§ **PROBLEM STATEMENT**
Print the lines in the listing below that fall between the line with "M0,419L9,425L1,464H0Z" and the line with "M643,60L676,67", those two lines included, exactly as they stand and with nothing else.

THE INPUT section start

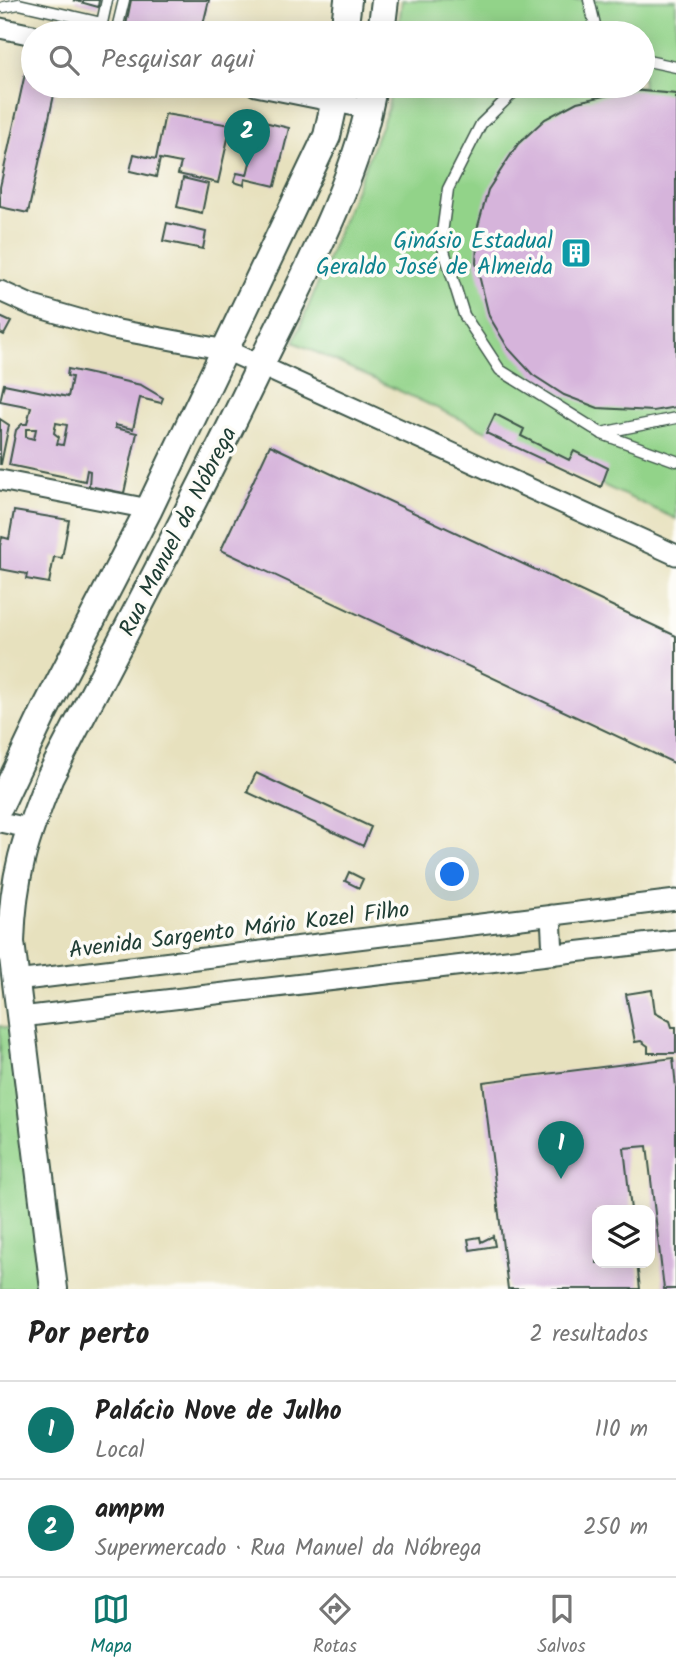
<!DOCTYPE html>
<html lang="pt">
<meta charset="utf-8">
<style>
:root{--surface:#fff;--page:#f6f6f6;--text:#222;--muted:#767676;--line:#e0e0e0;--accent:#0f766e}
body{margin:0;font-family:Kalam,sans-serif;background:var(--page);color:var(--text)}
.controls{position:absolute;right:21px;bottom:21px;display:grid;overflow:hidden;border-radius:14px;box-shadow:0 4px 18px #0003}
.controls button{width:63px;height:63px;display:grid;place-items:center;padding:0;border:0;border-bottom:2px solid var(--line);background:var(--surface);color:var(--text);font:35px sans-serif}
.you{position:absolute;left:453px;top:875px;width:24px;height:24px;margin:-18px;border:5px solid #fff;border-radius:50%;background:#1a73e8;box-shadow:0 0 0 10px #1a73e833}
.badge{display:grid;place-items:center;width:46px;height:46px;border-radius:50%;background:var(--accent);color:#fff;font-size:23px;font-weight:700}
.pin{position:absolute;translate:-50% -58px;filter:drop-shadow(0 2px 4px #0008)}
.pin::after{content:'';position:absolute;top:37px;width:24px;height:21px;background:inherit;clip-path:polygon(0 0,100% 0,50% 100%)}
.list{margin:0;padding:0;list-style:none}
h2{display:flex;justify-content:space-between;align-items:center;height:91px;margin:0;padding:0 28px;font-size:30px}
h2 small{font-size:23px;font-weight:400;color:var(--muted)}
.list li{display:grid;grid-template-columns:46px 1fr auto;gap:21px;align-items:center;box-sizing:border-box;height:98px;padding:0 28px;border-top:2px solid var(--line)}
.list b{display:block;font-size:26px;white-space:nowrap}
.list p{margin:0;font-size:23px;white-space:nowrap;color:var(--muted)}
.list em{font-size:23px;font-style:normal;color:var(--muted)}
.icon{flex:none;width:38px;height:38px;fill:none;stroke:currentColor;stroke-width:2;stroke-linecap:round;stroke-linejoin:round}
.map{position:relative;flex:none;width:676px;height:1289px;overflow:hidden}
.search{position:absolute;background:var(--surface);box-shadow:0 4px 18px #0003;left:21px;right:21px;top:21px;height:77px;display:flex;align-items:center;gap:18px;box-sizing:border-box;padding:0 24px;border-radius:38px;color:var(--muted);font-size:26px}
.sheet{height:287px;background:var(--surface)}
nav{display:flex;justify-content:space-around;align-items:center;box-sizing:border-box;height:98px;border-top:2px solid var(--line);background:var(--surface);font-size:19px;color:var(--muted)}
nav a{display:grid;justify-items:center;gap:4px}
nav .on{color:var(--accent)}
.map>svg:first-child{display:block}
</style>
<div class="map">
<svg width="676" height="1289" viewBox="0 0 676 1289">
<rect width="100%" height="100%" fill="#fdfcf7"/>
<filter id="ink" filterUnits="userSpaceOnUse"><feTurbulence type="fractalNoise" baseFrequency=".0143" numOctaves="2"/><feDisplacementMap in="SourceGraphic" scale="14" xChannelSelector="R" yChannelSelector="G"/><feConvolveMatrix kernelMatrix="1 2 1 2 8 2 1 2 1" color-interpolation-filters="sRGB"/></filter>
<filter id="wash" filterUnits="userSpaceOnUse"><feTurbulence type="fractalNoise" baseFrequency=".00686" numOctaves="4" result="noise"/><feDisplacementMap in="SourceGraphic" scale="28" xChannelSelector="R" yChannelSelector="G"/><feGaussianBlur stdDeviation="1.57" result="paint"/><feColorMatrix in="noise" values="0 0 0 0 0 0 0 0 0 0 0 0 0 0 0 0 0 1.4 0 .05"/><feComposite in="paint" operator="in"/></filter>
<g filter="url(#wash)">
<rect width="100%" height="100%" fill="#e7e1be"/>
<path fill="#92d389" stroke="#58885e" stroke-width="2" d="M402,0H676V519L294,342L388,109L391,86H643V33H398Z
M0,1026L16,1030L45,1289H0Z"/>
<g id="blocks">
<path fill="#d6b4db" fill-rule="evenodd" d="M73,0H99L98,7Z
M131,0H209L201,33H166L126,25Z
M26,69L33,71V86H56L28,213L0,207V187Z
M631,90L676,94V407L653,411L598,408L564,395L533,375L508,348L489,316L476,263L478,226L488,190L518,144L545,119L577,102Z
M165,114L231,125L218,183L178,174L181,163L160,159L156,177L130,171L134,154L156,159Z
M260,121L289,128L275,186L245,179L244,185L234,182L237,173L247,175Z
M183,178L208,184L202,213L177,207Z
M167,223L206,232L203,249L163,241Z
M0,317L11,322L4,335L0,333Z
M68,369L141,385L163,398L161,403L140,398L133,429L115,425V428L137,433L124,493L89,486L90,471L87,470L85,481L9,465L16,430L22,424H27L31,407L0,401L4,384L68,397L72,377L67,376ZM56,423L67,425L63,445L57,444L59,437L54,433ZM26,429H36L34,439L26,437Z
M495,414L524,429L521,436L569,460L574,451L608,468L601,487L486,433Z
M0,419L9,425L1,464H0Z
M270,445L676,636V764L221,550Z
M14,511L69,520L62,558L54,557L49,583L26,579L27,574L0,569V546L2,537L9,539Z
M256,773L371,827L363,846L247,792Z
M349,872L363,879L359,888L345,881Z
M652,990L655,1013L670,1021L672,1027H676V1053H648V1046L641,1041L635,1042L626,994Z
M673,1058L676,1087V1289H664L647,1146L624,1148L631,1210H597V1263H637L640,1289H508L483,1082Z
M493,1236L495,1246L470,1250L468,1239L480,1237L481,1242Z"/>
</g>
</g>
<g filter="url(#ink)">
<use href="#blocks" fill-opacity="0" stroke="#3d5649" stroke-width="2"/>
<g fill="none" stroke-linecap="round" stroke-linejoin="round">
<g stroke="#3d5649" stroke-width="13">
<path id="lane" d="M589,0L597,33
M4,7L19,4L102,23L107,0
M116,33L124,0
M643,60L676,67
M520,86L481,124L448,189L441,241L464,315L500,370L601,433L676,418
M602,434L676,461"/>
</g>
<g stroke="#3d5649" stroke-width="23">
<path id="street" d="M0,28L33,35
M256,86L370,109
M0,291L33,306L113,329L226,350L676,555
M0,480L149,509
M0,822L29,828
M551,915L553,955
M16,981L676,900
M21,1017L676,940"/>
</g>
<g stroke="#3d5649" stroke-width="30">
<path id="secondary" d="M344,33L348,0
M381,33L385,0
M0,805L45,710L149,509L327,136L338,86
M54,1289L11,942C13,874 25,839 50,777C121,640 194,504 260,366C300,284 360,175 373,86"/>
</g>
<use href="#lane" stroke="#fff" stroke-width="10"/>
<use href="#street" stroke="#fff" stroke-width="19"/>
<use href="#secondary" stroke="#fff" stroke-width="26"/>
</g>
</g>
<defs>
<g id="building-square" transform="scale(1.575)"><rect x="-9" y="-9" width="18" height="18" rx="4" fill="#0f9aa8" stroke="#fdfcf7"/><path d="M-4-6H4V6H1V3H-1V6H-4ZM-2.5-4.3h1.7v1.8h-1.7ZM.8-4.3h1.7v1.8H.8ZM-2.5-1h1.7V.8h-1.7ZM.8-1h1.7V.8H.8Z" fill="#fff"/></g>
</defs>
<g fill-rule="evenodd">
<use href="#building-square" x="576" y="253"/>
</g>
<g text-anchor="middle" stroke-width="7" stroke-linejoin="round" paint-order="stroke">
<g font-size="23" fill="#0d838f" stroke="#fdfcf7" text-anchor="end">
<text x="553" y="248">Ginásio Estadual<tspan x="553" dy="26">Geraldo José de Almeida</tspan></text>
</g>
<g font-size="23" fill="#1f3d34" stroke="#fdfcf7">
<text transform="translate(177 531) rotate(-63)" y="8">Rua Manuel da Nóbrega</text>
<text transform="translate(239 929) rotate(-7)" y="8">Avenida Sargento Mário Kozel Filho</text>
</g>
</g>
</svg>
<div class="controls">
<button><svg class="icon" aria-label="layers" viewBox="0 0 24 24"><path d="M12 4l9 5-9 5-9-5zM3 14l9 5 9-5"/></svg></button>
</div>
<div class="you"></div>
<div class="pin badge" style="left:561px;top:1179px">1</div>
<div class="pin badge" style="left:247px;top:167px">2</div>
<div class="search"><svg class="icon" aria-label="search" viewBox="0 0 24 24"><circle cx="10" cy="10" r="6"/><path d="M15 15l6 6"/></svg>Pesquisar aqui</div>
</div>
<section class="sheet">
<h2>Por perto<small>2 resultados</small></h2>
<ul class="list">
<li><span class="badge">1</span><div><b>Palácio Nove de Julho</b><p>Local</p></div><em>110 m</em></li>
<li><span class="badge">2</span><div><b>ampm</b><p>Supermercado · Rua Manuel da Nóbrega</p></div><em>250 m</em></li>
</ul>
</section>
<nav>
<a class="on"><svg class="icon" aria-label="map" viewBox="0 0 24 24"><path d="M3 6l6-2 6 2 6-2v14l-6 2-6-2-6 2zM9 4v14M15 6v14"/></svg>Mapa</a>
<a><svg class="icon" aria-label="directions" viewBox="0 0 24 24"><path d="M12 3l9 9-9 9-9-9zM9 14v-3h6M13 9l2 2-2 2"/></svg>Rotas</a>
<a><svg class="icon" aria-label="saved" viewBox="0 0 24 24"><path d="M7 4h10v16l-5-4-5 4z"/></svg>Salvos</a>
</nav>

THE INPUT section end

§ **RESPONSE**
M0,419L9,425L1,464H0Z
M270,445L676,636V764L221,550Z
M14,511L69,520L62,558L54,557L49,583L26,579L27,574L0,569V546L2,537L9,539Z
M256,773L371,827L363,846L247,792Z
M349,872L363,879L359,888L345,881Z
M652,990L655,1013L670,1021L672,1027H676V1053H648V1046L641,1041L635,1042L626,994Z
M673,1058L676,1087V1289H664L647,1146L624,1148L631,1210H597V1263H637L640,1289H508L483,1082Z
M493,1236L495,1246L470,1250L468,1239L480,1237L481,1242Z"/>
</g>
</g>
<g filter="url(#ink)">
<use href="#blocks" fill-opacity="0" stroke="#3d5649" stroke-width="2"/>
<g fill="none" stroke-linecap="round" stroke-linejoin="round">
<g stroke="#3d5649" stroke-width="13">
<path id="lane" d="M589,0L597,33
M4,7L19,4L102,23L107,0
M116,33L124,0
M643,60L676,67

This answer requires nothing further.